Bloomberg Línea — Considerada por muitos especialistas a região vinícola mais aclamada do mundo, a Borgonha, na França, busca agora expandir sua presença no Brasil com um plano em que aposta em apresentar ao consumidor do país denominações menos conhecidas - e mais acessíveis - do seu portfólio.
Em vez do famoso e caríssimo Romanée-Conti, que pode sair da vinícola custando quase 15.000 euros, que tal um “modesto” Givry, que pode ser encontrado por cerca de R$ 300 a garrafa no Brasil?

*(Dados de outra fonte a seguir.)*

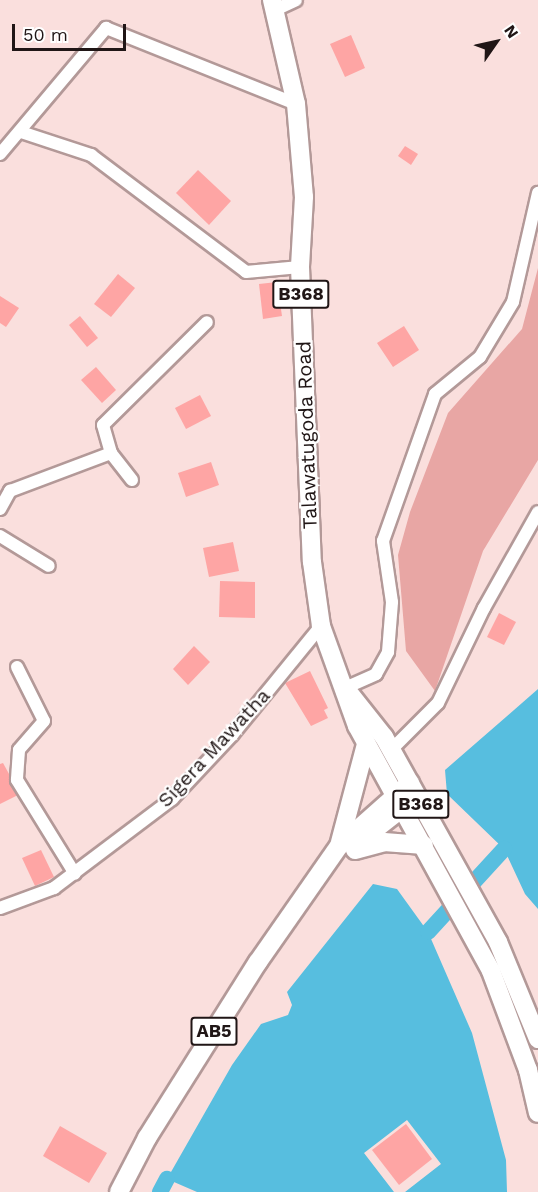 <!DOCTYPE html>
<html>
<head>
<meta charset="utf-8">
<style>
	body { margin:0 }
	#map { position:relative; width:538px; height:1192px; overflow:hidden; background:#fadfdd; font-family:"Work Sans",sans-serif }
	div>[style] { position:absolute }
	.green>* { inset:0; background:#e8a6a4 }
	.water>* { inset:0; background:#57bedf }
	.canal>* { height:16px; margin:-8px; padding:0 8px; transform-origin:8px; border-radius:8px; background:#57bedf }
	.building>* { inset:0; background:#fea5a4 }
	.roads { filter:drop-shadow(2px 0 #b39998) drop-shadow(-2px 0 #b39998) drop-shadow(0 2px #b39998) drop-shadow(0 -2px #b39998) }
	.street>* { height:12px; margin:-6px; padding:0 6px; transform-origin:6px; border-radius:6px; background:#fff }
	.primary>* { height:18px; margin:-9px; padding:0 9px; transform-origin:9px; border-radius:9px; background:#fff }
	span { translate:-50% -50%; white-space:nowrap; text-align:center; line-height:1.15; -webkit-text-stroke:4.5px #fff; paint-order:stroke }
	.shield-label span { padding:2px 4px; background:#fff; border:2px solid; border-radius:4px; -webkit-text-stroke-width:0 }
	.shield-label { font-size:18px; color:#201616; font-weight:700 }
	.street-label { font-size:20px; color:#201616 }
	.north { position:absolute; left:466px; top:12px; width:60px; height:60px; -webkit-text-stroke:4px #fff; paint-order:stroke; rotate:56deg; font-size:16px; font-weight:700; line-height:24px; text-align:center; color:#201616 }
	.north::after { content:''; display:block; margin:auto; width:21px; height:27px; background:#201616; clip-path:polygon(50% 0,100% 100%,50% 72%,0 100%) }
	.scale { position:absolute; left:12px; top:24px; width:114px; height:27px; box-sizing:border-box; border:3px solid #201616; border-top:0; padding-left:8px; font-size:18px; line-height:21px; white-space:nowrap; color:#201616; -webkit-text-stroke:4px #fff; paint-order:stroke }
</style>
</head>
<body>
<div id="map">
	<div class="green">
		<i style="clip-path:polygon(538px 268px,538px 460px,483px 551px,435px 691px,406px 651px,398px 555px,410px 512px,448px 413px,522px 329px)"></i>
	</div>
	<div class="water">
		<i style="clip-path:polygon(538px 689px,538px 909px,525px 894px,504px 849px,447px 794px,445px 770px)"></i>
		<i style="clip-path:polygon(373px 884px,397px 889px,428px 932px,472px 1033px,506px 1160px,507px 1192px,405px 1192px,441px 1164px,407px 1120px,364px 1153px,394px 1192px,197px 1192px,167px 1179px,232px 1065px,261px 1024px,288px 1015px,292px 1005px,287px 992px)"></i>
	</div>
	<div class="canal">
		<i style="left:428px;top:932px;width:113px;rotate:-47.5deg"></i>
		<i style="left:160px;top:1192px;width:15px;rotate:-62deg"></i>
	</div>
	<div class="building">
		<i style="clip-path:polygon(351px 35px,365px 68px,345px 77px,330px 44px)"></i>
		<i style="clip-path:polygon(405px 146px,418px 154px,411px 165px,398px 156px)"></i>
		<i style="clip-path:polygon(198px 170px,231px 201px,209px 225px,176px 193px)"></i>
		<i style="clip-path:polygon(118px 274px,135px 288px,111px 317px,94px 304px)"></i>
		<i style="clip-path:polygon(277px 282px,282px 316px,263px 319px,259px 284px)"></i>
		<i style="clip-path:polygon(0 296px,19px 308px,6px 327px,0 323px)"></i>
		<i style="clip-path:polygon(80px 316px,98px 338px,87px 347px,69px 325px)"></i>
		<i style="clip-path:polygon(404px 326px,419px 350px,393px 367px,377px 343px)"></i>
		<i style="clip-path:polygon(96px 367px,116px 390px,102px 403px,81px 380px)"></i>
		<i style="clip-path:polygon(200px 395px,211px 416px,186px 429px,175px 408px)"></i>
		<i style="clip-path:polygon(211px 462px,219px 485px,186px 497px,178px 473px)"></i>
		<i style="clip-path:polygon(233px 542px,239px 571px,209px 577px,203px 548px)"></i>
		<i style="clip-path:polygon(220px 581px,255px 582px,255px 618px,219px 617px)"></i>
		<i style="clip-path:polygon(499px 613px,516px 622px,504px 645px,487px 637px)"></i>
		<i style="clip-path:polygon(194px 646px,210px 662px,188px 685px,173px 669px)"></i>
		<i style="clip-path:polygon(310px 671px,328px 708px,324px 710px,328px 718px,311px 726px,285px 683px)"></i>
		<i style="clip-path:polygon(3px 763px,20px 794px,0 804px,0 764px)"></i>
		<i style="clip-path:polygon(41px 850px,54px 877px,35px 886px,22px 858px)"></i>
		<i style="clip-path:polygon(406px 1124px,432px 1159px,399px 1185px,372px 1150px)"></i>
		<i style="clip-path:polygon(60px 1126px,107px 1153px,89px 1183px,43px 1156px)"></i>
	</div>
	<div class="roads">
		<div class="street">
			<i style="left:275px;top:10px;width:23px;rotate:-25deg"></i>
			<i style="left:21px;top:132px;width:74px;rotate:18.2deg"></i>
			<i style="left:91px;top:155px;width:194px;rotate:37deg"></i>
			<i style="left:246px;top:272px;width:54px;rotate:-5.3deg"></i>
			<i style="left:0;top:154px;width:165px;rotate:-49.9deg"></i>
			<i style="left:106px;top:28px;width:205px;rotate:21.8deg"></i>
			<i style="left:132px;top:480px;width:34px;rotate:-128deg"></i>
			<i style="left:111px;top:453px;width:29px;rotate:-106deg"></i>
			<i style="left:103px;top:425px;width:146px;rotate:-44.7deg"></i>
			<i style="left:0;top:509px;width:21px;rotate:-61deg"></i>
			<i style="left:10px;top:491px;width:108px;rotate:-20.6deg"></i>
			<i style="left:0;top:536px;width:57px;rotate:31.5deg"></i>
			<i style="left:17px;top:667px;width:60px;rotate:63.4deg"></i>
			<i style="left:44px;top:721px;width:38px;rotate:131deg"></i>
			<i style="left:19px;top:750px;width:30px;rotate:94deg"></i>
			<i style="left:17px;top:780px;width:110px;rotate:58.3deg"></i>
			<i style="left:345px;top:688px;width:34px;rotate:-24deg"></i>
			<i style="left:376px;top:674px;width:25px;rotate:-61deg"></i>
			<i style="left:388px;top:652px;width:50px;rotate:-85.4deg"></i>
			<i style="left:392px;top:602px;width:62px;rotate:-98.4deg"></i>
			<i style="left:383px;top:541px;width:156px;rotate:-70.5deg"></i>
			<i style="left:435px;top:394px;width:58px;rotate:-39.4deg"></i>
			<i style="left:480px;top:357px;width:64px;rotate:-59deg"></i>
			<i style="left:513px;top:302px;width:112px;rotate:-77.1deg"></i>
			<i style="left:391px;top:750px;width:66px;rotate:-45deg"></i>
			<i style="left:438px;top:703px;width:106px;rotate:-64.2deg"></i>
			<i style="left:484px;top:608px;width:110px;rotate:-60.6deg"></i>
			<i style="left:0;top:908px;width:58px;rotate:-20.3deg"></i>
			<i style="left:54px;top:888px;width:148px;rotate:-37deg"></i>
			<i style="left:172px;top:799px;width:88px;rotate:-46.8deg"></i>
			<i style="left:232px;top:735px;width:141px;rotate:-50.8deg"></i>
		</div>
		<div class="primary">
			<i style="left:272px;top:0;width:107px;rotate:77deg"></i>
			<i style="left:296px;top:104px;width:93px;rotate:85.1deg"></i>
			<i style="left:304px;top:197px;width:70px;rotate:93.3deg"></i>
			<i style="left:300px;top:267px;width:295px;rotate:87.7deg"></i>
			<i style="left:312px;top:562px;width:65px;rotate:82deg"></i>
			<i style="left:321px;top:626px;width:106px;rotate:70.2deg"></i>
			<i style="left:357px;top:726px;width:279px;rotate:61.3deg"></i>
			<i style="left:491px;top:971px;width:106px;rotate:69.5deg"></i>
			<i style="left:528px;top:1070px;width:44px;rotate:76.9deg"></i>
			<i style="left:350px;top:694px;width:55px;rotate:51.7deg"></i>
			<i style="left:384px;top:737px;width:235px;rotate:60.9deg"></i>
			<i style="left:498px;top:942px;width:105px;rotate:67.6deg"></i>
			<i style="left:340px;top:842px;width:101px;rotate:-75.1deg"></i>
			<i style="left:354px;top:846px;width:71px;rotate:-38.2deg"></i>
			<i style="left:355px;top:850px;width:30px;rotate:-15deg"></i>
			<i style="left:384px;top:842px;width:40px;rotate:4.3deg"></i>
			<i style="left:119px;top:1192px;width:61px;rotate:-62.6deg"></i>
			<i style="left:147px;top:1138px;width:208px;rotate:-57.8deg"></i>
			<i style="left:258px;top:962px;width:141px;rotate:-55.1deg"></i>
			<i style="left:339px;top:846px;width:95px;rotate:-41.6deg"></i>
		</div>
	</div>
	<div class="shield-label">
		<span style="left:301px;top:294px">B368</span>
		<span style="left:421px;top:804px">B368</span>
		<span style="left:214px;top:1031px">AB5</span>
	</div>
	<div class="street-label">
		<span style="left:307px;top:435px;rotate:-92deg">Talawatugoda Road</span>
		<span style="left:214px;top:748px;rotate:-47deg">Sigera Mawatha</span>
	</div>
	<div class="north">N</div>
	<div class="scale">50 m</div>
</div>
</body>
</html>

No lugar dos aclamados e caros Chablis (raramente encontrados por menos de R$ 300 no país), que tal um Petit Chablis, versão mais leve, fresca e barata do famoso vinho branco?
A estratégia é parte de um esforço do Bureau Interprofessionnel des Vins de Bourgogne (BIVB) para consolidar a imagem da região não apenas como produtora de vinhos icônicos mas como um mosaico rico de terroirs e apelações capazes de oferecer qualidade e identidade a preços mais convidativos.
“Claro que todo mundo sonha com um Romanée-Conti, o Grand Cru, mas sabemos que não há vinho suficiente para todos em termos de produção”, explicou Anne Moreau, representante da sexta geração do Domaine Louis Moreau, em Chablis, e presidente da Comissão de Comunicação do BIVB, em entrevista à Bloomberg Línea.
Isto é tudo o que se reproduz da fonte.